▸ **WORK TO COMPLETE**
Using the records below, filter out every line that lacks "canvas" and copy the rest.

Stored items
:::::
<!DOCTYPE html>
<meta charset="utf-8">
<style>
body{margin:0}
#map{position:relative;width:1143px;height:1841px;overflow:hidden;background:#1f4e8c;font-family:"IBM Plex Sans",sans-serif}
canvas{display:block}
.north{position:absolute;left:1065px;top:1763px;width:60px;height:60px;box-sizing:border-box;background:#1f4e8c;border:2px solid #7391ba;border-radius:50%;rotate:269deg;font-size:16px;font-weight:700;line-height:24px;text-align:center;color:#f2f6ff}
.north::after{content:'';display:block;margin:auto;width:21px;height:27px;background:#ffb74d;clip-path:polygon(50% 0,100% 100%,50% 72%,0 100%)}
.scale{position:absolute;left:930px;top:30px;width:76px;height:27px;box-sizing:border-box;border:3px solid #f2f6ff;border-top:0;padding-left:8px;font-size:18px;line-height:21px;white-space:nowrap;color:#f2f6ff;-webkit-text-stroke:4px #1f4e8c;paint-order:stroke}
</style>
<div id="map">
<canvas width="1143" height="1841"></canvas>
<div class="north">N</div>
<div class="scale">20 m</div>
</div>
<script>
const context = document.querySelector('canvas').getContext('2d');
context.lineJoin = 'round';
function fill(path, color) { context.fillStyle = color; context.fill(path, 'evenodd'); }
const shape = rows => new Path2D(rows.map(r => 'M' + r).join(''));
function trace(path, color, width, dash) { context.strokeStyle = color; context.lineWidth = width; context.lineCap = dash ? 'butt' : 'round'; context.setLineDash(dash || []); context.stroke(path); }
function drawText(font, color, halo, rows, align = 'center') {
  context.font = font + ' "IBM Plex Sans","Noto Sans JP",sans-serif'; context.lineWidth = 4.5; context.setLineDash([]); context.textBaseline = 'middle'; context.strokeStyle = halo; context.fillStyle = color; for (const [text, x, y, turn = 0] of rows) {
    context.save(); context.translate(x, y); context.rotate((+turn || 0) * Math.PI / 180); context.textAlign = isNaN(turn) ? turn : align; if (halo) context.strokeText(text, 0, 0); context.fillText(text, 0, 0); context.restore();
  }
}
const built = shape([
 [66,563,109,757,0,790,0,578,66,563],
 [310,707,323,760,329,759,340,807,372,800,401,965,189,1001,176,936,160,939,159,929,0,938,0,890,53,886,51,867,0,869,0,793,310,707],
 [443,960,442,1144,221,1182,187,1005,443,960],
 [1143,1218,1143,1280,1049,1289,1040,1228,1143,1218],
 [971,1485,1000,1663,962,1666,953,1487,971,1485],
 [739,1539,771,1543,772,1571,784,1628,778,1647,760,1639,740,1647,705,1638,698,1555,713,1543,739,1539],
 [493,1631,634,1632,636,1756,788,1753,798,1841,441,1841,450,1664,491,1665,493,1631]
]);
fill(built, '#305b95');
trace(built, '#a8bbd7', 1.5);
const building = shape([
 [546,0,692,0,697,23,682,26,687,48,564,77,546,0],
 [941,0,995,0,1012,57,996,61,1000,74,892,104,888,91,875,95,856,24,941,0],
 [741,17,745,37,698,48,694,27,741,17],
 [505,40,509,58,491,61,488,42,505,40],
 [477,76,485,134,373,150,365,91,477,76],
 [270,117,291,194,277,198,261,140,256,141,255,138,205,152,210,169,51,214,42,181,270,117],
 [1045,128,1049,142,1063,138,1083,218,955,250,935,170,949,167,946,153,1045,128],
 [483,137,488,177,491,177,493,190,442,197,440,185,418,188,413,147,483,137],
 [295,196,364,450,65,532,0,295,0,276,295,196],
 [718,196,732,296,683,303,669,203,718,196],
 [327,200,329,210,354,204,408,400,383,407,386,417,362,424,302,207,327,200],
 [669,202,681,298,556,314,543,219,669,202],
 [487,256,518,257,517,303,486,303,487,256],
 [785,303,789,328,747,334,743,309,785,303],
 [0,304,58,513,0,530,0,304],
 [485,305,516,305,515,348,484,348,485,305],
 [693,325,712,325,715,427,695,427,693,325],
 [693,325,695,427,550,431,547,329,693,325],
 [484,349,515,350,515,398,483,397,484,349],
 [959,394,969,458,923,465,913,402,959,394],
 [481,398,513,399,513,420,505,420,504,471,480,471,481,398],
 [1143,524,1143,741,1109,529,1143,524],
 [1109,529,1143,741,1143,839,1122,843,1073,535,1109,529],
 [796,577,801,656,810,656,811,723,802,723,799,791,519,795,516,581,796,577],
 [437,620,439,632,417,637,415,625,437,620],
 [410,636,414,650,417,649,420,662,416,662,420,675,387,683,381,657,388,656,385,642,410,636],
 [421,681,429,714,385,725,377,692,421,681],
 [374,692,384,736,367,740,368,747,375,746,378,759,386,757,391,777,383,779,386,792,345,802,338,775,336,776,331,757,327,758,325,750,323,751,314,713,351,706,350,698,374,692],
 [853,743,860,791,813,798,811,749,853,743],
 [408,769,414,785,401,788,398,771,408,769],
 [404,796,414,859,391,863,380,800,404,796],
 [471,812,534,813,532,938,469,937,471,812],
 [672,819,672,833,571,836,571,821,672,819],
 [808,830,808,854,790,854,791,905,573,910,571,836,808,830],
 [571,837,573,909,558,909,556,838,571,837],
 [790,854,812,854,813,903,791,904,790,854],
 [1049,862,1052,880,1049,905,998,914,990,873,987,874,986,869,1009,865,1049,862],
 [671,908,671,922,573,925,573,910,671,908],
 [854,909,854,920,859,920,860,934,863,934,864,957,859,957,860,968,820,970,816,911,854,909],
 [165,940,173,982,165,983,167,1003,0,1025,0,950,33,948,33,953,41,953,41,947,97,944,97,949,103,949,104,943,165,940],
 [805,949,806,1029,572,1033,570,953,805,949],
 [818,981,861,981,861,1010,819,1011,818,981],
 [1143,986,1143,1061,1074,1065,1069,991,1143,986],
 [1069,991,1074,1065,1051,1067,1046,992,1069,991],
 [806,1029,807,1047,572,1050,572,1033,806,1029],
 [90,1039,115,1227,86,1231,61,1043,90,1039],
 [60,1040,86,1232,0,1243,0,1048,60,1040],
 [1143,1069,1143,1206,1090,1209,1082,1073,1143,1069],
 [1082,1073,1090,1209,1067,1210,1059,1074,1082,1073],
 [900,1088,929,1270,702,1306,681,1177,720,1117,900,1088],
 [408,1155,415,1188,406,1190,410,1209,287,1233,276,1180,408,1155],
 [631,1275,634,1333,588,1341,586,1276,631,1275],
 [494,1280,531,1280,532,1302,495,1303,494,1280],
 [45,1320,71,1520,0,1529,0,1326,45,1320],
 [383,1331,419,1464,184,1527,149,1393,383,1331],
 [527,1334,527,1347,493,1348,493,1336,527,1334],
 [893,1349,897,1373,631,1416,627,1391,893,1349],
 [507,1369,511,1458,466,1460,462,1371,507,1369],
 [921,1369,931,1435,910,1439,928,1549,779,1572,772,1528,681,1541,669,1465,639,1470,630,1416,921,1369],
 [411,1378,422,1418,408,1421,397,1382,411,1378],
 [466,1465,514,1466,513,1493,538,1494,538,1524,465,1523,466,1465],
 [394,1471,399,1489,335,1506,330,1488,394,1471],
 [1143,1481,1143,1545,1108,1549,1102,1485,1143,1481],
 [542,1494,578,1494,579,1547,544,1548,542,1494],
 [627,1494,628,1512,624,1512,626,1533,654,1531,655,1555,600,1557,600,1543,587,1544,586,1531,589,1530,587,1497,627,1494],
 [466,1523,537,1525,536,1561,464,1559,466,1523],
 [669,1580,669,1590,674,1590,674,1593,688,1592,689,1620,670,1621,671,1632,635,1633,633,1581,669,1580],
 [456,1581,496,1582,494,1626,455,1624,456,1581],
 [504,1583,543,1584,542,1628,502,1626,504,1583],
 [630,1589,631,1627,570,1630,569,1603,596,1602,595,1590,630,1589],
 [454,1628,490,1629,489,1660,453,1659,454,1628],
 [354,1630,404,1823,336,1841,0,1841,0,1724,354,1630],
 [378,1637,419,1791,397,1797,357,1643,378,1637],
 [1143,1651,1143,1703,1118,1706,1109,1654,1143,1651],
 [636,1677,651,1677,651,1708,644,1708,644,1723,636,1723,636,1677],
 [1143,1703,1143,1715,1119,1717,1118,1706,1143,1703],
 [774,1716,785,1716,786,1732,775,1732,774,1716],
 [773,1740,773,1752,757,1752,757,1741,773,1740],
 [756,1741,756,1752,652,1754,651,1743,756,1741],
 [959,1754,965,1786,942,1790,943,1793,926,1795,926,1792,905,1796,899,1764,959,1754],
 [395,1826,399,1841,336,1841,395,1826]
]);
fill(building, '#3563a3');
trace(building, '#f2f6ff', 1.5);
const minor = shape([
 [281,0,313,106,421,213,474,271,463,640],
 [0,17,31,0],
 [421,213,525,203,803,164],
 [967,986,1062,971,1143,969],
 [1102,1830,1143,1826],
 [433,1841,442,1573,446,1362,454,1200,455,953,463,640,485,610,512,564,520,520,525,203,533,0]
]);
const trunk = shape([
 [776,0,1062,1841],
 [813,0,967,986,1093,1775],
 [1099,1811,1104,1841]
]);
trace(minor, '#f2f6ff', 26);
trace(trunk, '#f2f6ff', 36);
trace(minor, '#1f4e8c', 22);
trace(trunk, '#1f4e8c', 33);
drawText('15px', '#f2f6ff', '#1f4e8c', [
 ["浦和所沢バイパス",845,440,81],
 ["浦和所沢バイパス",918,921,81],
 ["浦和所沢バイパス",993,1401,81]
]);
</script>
:::::
▸ **RESPONSE TO THIS EXERCISE**
canvas{display:block}
<canvas width="1143" height="1841"></canvas>
const context = document.querySelector('canvas').getContext('2d');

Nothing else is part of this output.